3. Strengthened domestic manufacturing and supporting innovation
To qualify for subsidies, e-truck models must meet phased manufacturing program (PMP) guidelines that promote indigenous production of key components like battery packs, battery management system (BMS), motors, heating, ventilation, and air conditioning (HVAC) systems, converters, and controllers. When combined with the Production-Linked Incentive (PLI) schemes for automotive components and advanced battery cells launched in 2021, this could substantially boost India's e-truck manufacturing ecosystem.
India is the world's third-largest trucking market and the seventh-largest truck exporter. As global markets transition to electric freight, domestic capacity building will be essential to maintain India's competitiveness, create jobs, and ensure long-term value creation.
4. Improved logistics efficiency and reduced fuel dependency
In recent years, India's logistics costs were estimated at around 14 per cent of gross domestic product—higher than the global average. About 70 per cent of freight moves via road, and fuel expenses are a substantial share of transport costs. By reducing fuel dependency, e-trucks can improve logistics cost as a share of gross domestic product and contribute to energy security.

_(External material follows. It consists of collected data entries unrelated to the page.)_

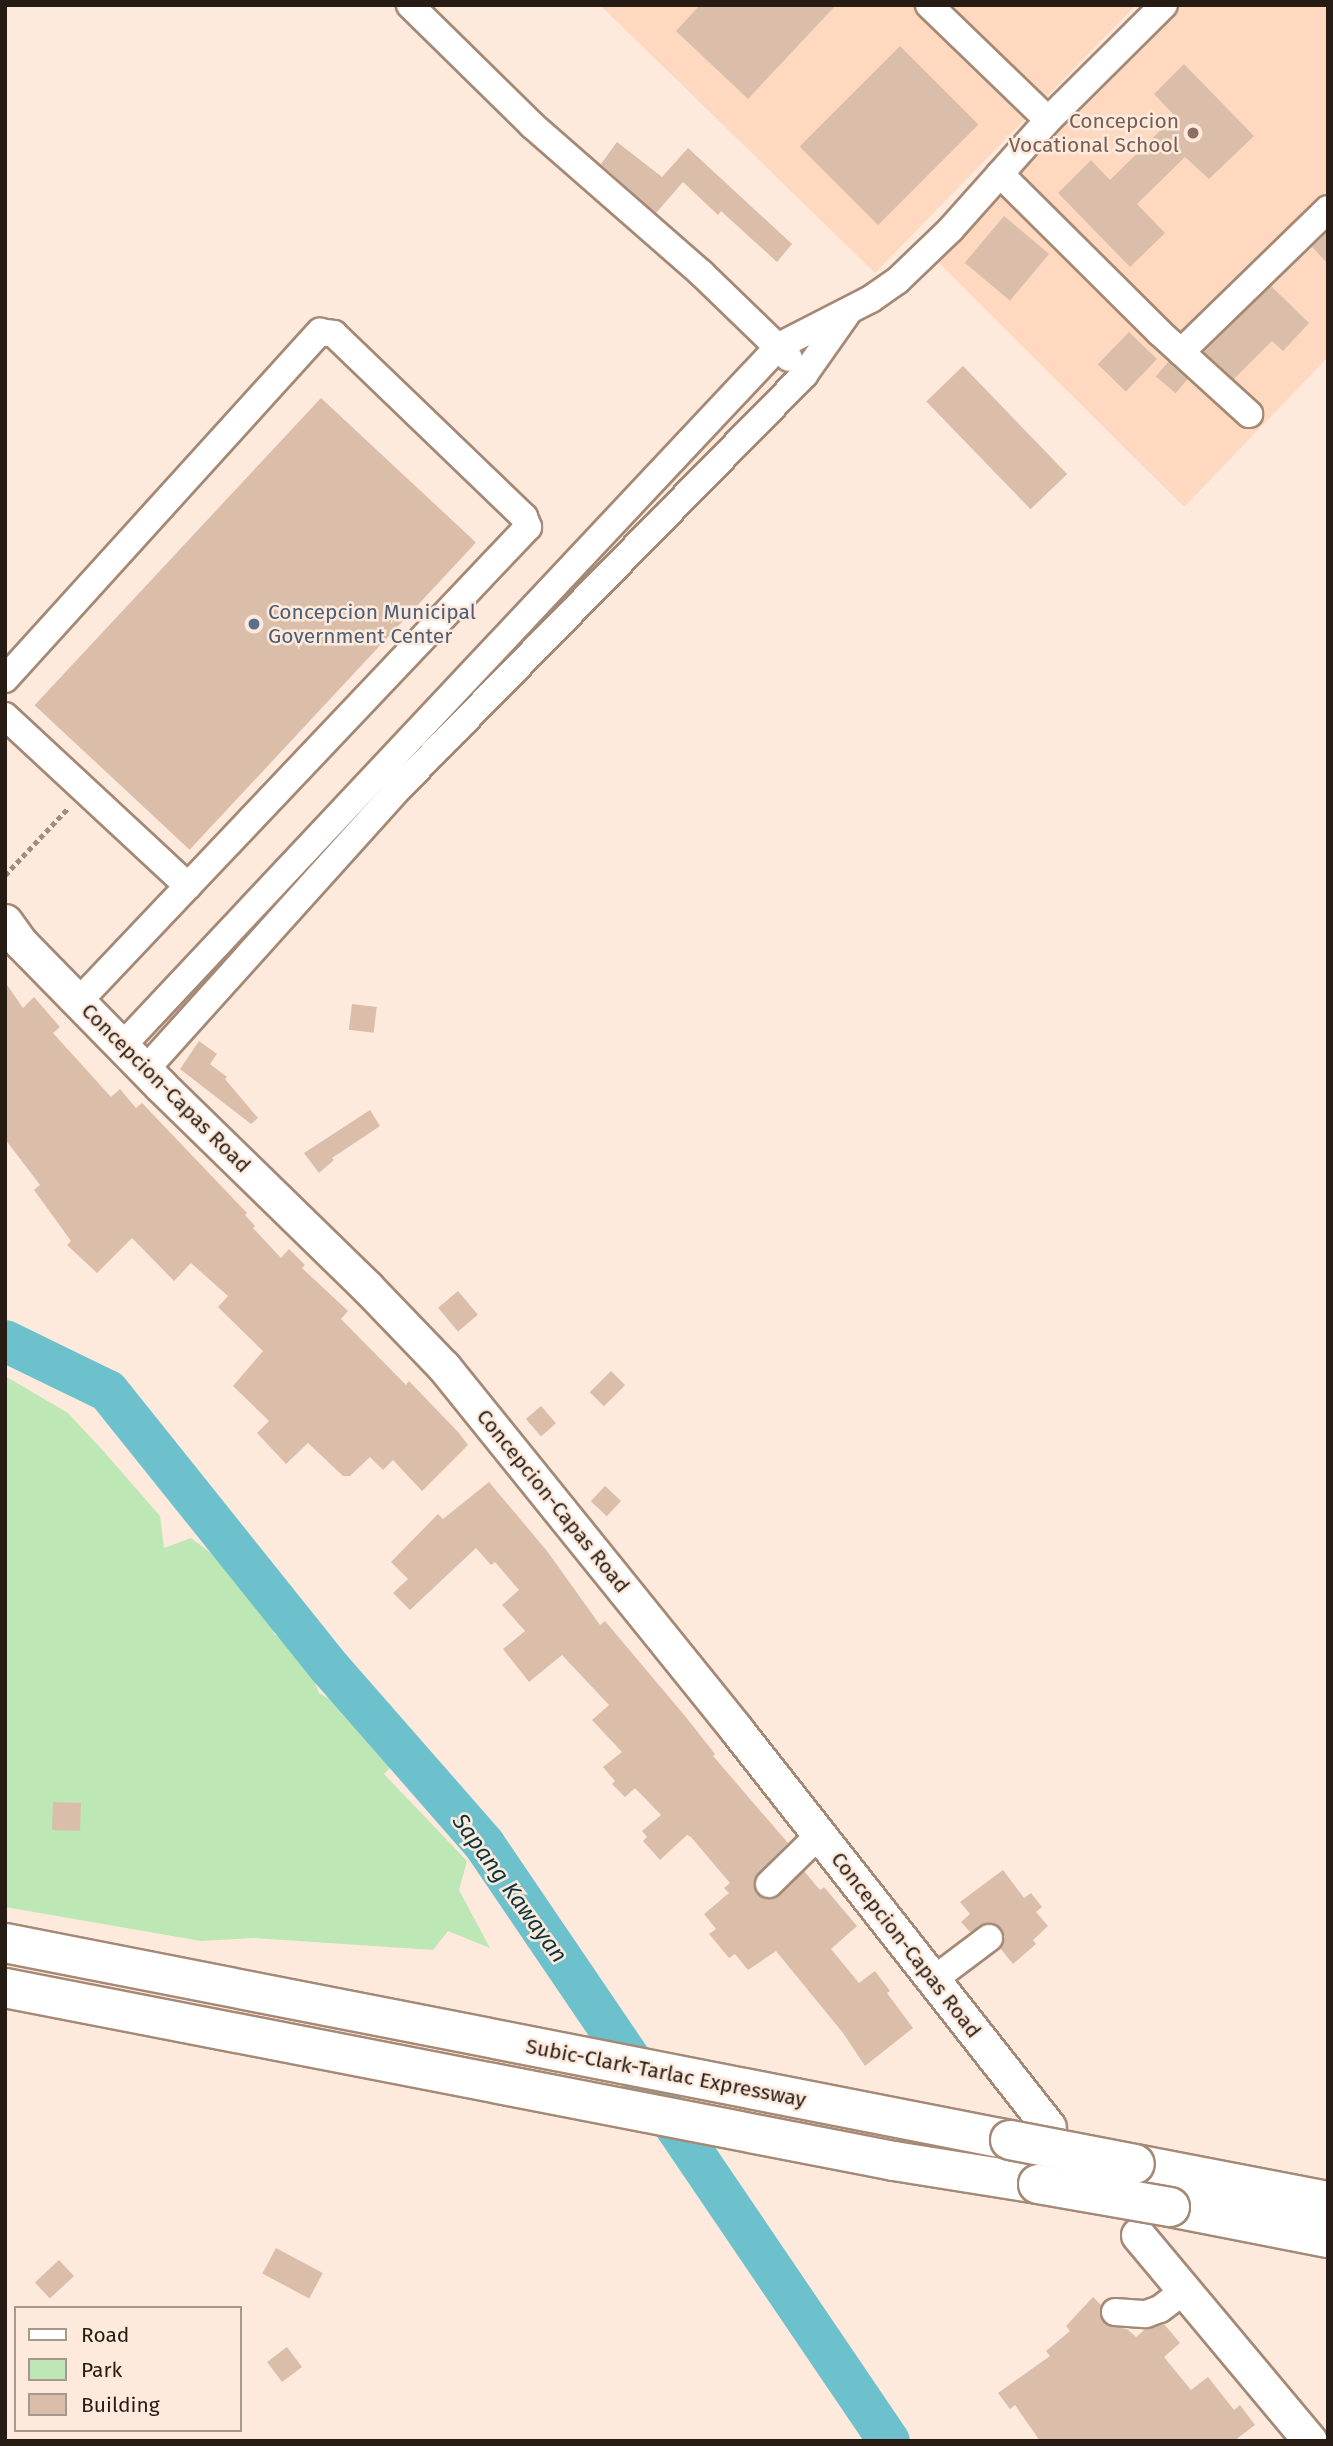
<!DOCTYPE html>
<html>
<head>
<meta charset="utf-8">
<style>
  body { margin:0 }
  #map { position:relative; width:1333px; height:2446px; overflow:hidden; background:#fdeadd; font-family:"Fira Sans",sans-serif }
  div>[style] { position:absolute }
  .built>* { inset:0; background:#fed9bf }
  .green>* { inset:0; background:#bde7b5 }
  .river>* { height:42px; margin:-21px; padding:0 21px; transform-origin:21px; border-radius:21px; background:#6cc1cc }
  .building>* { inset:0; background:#dbbea9; transform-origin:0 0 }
  .path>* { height:4.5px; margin-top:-2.25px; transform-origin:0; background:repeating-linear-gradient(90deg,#9d8d82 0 5px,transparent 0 8.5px) }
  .roads { filter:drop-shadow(2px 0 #a58975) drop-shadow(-2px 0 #a58975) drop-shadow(0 2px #a58975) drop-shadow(0 -2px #a58975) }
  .minor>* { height:26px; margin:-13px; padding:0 13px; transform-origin:13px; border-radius:13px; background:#fff }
  .major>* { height:33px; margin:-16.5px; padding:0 16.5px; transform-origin:16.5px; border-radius:16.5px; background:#fff }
  .highway>* { height:38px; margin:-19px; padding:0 19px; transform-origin:19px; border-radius:19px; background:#fff }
  .bridges { filter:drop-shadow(2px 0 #a58975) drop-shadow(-2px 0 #a58975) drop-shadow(0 2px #a58975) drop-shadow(0 -2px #a58975) }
  .highway-bridge>* { height:38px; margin:-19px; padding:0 19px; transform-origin:19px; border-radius:19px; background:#fff }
  .dots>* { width:19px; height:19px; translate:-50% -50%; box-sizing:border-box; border:4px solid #fdeadd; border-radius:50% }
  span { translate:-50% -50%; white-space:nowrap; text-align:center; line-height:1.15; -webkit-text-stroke:5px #fdeadd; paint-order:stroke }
  .education-label { font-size:21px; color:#785e54 }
  .right { translate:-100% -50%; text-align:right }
  .service-label { font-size:21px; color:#4e5e75 }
  .left { translate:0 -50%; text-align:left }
  .street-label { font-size:21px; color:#271c14 }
  .water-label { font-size:23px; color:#0c363b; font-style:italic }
  .frame { position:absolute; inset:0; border:7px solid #271c14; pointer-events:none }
  .legend { position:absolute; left:14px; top:2306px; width:228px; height:126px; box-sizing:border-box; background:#fdeadd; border:2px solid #a7988d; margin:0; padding:9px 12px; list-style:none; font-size:21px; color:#271c14 }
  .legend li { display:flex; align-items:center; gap:14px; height:35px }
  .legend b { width:35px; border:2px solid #a7988d }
</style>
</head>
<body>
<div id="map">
  <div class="built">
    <i style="clip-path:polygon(600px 5px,1136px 5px,875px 273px)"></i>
    <i style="clip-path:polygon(1180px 5px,1328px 5px,1328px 357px,1184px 507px,936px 260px)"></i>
  </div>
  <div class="green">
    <i style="clip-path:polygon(5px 1376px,68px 1413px,106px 1454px,160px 1516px,164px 1548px,191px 1538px,236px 1572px,254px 1601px,264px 1599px,274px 1610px,268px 1618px,275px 1635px,298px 1640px,319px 1693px,333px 1701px,396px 1762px,384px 1774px,467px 1861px,459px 1890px,490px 1948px,448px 1931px,433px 1950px,254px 1938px,201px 1941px,5px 1907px)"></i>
  </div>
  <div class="river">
    <i style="left:5px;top:1341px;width:114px;rotate:25.9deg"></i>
    <i style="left:108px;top:1391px;width:355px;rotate:51.3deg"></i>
    <i style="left:330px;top:1668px;width:234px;rotate:48.8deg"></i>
    <i style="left:484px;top:1844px;width:721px;rotate:55.85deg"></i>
  </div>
  <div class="building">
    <i style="clip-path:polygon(700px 5px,836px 5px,748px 99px,676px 31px)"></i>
    <i style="left:900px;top:46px;width:111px;height:142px;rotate:45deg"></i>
    <i style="clip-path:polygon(1184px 64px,1254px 136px,1209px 179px,1185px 157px,1137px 204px,1165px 233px,1130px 267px,1058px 193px,1091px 160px,1110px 180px,1175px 116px,1154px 94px)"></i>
    <i style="clip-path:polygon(617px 142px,662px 177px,688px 148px,792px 244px,777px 262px,721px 211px,718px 215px,683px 182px,656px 213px,601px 164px)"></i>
    <i style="left:1004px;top:216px;width:59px;height:61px;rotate:40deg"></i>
    <i style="clip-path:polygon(1328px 231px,1328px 264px,1312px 247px)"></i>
    <i style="clip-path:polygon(1271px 286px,1309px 323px,1283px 351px,1272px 341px,1234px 379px,1204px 352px)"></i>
    <i style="left:1129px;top:332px;width:39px;height:45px;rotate:44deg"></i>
    <i style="left:1168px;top:362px;width:26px;height:19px;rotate:40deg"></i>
    <i style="left:963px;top:366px;width:150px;height:51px;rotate:46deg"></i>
    <i style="left:321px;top:398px;width:212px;height:420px;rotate:43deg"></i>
    <i style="clip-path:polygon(5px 982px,23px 1008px,34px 997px,60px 1027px,53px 1033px,111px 1097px,120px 1089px,136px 1108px,142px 1103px,247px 1213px,245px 1215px,255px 1226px,253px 1228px,281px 1258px,289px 1249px,305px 1265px,302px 1268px,348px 1311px,341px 1319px,406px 1385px,409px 1381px,459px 1433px,468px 1445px,422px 1491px,393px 1460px,383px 1470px,370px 1457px,350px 1476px,343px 1476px,308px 1443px,286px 1464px,257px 1433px,269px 1421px,233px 1386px,263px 1351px,218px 1307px,228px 1296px,191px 1263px,174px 1281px,132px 1238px,97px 1273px,67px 1245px,71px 1241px,34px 1190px,40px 1185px,5px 1139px)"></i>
    <i style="left:352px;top:1004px;width:25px;height:26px;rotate:7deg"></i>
    <i style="clip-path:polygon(199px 1041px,217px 1054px,210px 1064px,227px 1077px,225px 1079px,258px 1118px,251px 1124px,180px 1069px)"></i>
    <i style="clip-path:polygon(370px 1110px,380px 1126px,332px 1158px,334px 1160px,319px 1173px,304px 1153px)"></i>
    <i style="left:458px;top:1291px;width:31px;height:26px;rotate:50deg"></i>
    <i style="left:611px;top:1371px;width:20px;height:30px;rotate:45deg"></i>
    <i style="left:541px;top:1406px;width:23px;height:20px;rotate:49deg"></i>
    <i style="clip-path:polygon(489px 1482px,547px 1551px,600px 1625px,605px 1621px,685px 1716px,715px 1754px,713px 1756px,788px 1843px,758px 1873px,754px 1887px,757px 1894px,774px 1899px,804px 1871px,820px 1890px,824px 1887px,857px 1926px,831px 1949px,859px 1983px,875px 1971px,890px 1991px,887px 1993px,913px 2028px,865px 2066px,843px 2033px,776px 1951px,748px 1970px,735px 1954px,729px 1958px,709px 1934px,716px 1929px,704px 1914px,729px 1893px,724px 1888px,730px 1883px,691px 1837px,687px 1835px,660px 1860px,643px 1841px,647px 1837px,642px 1831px,661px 1815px,635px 1788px,625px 1797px,612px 1784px,615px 1781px,603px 1767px,622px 1752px,592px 1720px,609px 1705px,562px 1655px,529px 1682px,503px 1649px,525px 1631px,502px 1605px,519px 1590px,495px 1562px,491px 1565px,476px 1548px,410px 1610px,393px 1593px,408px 1579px,391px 1562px,438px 1514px,443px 1519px)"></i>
    <i style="left:605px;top:1486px;width:22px;height:21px;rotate:43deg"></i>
    <i style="left:53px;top:1802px;width:28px;height:28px;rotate:2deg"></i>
    <i style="clip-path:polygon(1003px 1870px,1024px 1898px,1031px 1893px,1042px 1907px,1036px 1912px,1048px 1926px,1033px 1940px,1036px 1944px,1013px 1964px,1000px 1948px,1005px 1937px,1001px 1928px,986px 1923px,970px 1932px,961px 1922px,970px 1914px,960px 1902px)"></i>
    <i style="left:276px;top:2248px;width:53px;height:29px;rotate:28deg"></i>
    <i style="left:59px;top:2260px;width:22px;height:33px;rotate:47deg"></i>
    <i style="clip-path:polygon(1093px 2297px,1101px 2305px,1101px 2318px,1106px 2325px,1127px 2329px,1136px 2337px,1144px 2330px,1164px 2324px,1180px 2343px,1164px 2357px,1191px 2390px,1208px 2377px,1234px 2410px,1240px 2405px,1255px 2425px,1234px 2441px,1040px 2441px,1015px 2405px,1010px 2409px,998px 2393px,1050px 2356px,1046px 2351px,1070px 2331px,1066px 2326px)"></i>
    <i style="left:287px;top:2347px;width:25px;height:25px;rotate:53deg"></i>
  </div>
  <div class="path">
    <i style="left:5px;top:875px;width:93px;rotate:-46.7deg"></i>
  </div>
  <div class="roads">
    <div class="minor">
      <i style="left:410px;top:5px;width:171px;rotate:44.5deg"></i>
      <i style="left:532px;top:125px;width:225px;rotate:41.2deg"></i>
      <i style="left:701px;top:273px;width:122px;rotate:44deg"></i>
      <i style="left:929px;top:5px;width:165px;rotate:44deg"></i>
      <i style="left:1000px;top:174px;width:224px;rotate:44.8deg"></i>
      <i style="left:1159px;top:332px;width:122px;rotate:42.3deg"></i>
      <i style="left:1181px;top:352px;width:205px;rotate:-44.2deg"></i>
      <i style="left:5px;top:679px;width:469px;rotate:-47.8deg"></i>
      <i style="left:320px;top:332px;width:14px;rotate:8deg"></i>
      <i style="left:334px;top:334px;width:264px;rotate:43.9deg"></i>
      <i style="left:524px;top:517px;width:11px;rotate:68deg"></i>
      <i style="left:528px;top:527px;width:653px;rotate:133.45deg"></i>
      <i style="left:5px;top:716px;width:250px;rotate:42.9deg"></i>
      <i style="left:122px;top:1046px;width:960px;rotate:-46.81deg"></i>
      <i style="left:779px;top:346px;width:103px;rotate:-27.1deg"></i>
      <i style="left:871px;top:299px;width:32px;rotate:-35deg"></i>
      <i style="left:897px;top:281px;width:75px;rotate:-43.9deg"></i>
      <i style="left:951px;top:229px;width:146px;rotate:-48.3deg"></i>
      <i style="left:1048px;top:120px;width:163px;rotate:-44.8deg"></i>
      <i style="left:146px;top:1069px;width:381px;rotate:-48deg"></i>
      <i style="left:401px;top:786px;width:576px;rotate:-45.56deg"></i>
      <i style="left:804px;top:375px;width:78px;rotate:-54.9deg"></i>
      <i style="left:769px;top:1884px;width:70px;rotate:-44.4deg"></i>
      <i style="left:933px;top:1980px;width:70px;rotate:-36.9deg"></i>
      <i style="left:1115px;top:2312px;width:31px;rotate:4deg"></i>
      <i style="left:1146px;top:2314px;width:15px;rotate:-20deg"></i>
      <i style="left:1160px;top:2309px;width:30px;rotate:-37deg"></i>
    </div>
    <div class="major">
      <i style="left:5px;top:921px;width:27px;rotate:54deg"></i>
      <i style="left:21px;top:943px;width:200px;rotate:45.6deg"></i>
      <i style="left:161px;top:1086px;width:288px;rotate:44.3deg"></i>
      <i style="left:367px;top:1287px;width:111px;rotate:46.1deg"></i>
      <i style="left:444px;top:1367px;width:465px;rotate:51.1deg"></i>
      <i style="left:736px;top:1729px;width:506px;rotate:51.82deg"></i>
      <i style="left:1138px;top:2235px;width:268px;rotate:50.1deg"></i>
    </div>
    <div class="highway">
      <i style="left:5px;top:1943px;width:1024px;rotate:11.09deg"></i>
      <i style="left:5px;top:1988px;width:906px;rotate:11.01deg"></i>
      <i style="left:894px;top:2161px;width:146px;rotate:9.1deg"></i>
      <i style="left:1135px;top:2164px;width:197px;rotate:10.9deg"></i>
      <i style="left:1170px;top:2207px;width:161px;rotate:11.1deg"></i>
    </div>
  </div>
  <div class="bridges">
    <div class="highway-bridge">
      <i style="left:1010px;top:2140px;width:127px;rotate:10.9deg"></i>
      <i style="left:1038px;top:2184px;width:134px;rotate:9.9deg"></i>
    </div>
  </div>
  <div class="dots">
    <i style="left:1193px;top:133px;background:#8d6e63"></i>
    <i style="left:254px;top:624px;background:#5c6f8a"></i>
  </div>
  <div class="education-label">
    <span class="right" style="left:1179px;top:133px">Concepcion<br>Vocational School</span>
  </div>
  <div class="service-label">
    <span class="left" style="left:268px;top:624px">Concepcion Municipal<br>Government Center</span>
  </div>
  <div class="street-label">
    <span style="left:166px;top:1088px;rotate:45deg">Concepcion-Capas Road</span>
    <span style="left:553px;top:1501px;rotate:51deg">Concepcion-Capas Road</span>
    <span style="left:906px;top:1945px;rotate:52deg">Concepcion-Capas Road</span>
    <span style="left:666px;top:2073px;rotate:11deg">Subic-Clark-Tarlac Expressway</span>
  </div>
  <div class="water-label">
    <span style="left:510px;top:1888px;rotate:54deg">Sapang Kawayan</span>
  </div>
  <div class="frame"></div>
  <ul class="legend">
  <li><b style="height:9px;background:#fff"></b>Road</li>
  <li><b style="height:19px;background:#bde7b5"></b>Park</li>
  <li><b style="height:19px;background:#dbbea9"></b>Building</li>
  </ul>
</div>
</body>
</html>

Moreover, transport contributes 14 per cent to India's total greenhouse gas emissions, and MHDTs are 40 per cent of that share. Electrifying this segment is therefore not just economically beneficial but also an environmental imperative.
The PM E-DRIVE scheme is a vital first step in transitioning India's trucking sector towards a clean and
atma-nirbhar
(self-reliant) future. The Ministry of Heavy Industries has now addressed this long-overlooked segment and laid the foundation for systemic change. And it is only the beginning.
For the transition to scale, the next frontiers include investing in nationwide charging infrastructure, facilitating access to affordable financing for fleet operators, and establishing long-term regulatory pathways. An important complementary step would be a swift rollout of the proposed fuel efficiency standards for MHDTs by the Bureau of Energy Efficiency, as such standards help level the playing field and drive faster adoption.
The question is no longer if India will electrify its trucking fleet, but how fast it can lead the global charge. With the right mix of policies, industry collaboration, and public investment, India can set a benchmark for sustainable freight in the 21st century.